'Fighting was fierce indeed, with casualties heavy among the British'
FIonan Lynch was born in 1889 in Kilmakerin, near Cahirsiveen in Co Kerry.
He trained as a teacher and taught in St Michan's School in Dublin from 1912 to 1916.
He was also an Irish scholar and was a member of the Keating Branch of the Gaelic League.
Fionan performed in plays in Irish during 1914 and 1915 and also translated a play from French to Irish for this purpose.
He joined the Irish Volunteers on their formation in November 1913 and trained - and led training - in north Dublin.
He was subsequently recruited into the IRB by his friend Sean MacDermott.
On Easter Monday 1916 Fionan's 1st battalion of the Irish Volunteers, in which he served as captain of F Company, assembled at Blackhall Place before marching to the nearby Four Courts.

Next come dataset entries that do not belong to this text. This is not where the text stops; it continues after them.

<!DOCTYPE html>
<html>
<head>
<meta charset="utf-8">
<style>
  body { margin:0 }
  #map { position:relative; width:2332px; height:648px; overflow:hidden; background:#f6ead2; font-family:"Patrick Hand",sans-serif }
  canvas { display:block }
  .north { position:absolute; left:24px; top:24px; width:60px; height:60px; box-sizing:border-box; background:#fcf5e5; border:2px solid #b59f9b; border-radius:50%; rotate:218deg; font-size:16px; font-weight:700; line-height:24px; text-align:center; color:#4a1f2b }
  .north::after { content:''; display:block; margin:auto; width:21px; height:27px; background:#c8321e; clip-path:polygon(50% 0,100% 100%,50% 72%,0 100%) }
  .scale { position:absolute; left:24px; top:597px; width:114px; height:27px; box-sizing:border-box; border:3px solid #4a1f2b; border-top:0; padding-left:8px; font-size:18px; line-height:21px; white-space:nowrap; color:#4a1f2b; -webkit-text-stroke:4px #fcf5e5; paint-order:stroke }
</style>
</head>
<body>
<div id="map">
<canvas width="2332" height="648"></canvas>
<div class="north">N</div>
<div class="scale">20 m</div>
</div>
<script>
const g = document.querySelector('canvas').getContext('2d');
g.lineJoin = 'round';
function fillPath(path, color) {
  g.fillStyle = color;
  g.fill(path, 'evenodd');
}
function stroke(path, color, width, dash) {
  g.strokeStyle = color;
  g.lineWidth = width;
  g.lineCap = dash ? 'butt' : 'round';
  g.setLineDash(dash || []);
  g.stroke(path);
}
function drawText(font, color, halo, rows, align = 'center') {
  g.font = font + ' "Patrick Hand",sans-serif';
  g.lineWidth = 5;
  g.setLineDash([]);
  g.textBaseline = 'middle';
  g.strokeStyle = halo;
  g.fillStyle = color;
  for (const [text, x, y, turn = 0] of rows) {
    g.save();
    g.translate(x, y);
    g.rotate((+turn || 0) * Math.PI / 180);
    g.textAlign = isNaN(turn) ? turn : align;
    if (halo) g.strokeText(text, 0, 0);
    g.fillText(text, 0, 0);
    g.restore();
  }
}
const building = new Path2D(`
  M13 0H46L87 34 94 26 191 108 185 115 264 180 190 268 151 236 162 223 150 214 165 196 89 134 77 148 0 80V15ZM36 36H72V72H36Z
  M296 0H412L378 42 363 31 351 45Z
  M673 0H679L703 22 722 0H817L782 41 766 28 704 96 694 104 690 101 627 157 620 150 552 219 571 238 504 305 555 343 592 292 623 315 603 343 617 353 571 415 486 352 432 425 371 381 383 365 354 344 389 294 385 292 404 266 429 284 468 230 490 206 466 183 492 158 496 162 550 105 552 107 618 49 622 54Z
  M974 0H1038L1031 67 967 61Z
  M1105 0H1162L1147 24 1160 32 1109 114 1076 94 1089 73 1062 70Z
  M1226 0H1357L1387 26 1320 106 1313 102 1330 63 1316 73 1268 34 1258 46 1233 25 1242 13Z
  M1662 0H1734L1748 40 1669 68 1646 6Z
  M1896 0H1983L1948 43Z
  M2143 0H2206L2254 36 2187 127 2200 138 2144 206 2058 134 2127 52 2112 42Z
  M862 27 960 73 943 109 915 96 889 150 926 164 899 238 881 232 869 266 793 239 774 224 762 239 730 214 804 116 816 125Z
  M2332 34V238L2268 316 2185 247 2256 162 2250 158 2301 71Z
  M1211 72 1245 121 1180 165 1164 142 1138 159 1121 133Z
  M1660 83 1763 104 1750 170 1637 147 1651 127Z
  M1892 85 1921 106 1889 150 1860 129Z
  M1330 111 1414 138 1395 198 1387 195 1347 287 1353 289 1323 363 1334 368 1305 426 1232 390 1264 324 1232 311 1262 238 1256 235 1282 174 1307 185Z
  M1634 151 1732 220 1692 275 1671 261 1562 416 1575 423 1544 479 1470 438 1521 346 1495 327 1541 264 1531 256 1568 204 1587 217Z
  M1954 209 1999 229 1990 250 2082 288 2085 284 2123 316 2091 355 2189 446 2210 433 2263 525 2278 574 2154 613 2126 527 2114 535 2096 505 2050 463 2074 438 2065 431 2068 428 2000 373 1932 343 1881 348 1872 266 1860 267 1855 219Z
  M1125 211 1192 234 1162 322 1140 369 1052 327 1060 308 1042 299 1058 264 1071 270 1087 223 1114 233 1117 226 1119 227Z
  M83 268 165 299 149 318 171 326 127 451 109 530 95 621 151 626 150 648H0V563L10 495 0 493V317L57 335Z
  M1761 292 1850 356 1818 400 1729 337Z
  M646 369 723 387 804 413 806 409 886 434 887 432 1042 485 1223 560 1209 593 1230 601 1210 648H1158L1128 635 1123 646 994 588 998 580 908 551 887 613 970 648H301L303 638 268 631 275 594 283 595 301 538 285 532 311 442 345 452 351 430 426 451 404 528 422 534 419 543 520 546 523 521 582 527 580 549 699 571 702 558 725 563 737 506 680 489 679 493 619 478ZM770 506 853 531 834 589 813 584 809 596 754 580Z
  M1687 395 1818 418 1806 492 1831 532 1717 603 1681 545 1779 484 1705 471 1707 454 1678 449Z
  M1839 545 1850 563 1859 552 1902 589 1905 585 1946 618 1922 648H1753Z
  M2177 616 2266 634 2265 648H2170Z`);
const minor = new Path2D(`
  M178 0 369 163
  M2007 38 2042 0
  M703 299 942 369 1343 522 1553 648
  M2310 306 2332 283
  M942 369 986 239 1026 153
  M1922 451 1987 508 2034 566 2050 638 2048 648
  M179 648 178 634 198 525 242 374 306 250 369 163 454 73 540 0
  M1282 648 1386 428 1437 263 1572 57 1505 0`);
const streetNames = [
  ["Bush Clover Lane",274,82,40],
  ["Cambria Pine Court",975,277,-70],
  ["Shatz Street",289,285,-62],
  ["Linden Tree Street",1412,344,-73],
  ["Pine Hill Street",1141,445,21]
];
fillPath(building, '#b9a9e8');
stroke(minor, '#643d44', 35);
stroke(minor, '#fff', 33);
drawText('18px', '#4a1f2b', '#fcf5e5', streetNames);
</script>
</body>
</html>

The area was generally quiet until Wednesday but after that the Four Courts was continuously under fire, day and night.
Fionan and his men were active in the areas of Church Street, North King Street and at locations adjacent to the Four Courts.
In a later statement to the Bureau of Military History he wrote: "There was little fighting in our area until the Wednesday, but from that on until the surrender on Saturday evening the fighting was intense.
"I do not wish to boast about valour of my men - I shall merely say that it was a great honour for any man to be their captain."
In a note made in 1965 Fionan stated: "From [Wednesday] on the fighting was very fierce indeed, casualties very heavy among the British when they turned into Cuckoo Lane from North King Street.
"Probably explains the savagery of the British in shooting quite innocuous people in North King Street houses. This was unknown to us at the time."
When the surrender order came to the battalion they felt they could continue the fight but Cmdt Ned Daly insisted that the order be obeyed.
After the surrender Fionan was detained in Kilmainham Gaol and sentenced to death.
This was commuted to 10 years penal servitude. He was first sent to Portland prison in Dorset, England and later to Frongoch internment camp in Wales, where he was held until December 1916.
On his release in 1917 he continued his revolutionary activities. He was jailed and undertook a hunger strike in Mountjoy Prison in 1918 to secure political status.
During the War of Independence he preached drilling and arming.
Fionan served on the secretariat of the Irish delegation that travelled to London in 1921 to negotiate the Anglo-Irish Treaty.
He supported the Treaty and later entered politics, serving as both a TD and minister in the 1920s.
He was also appointed a Circuit Court judge. Fionan Lynch died in 1966.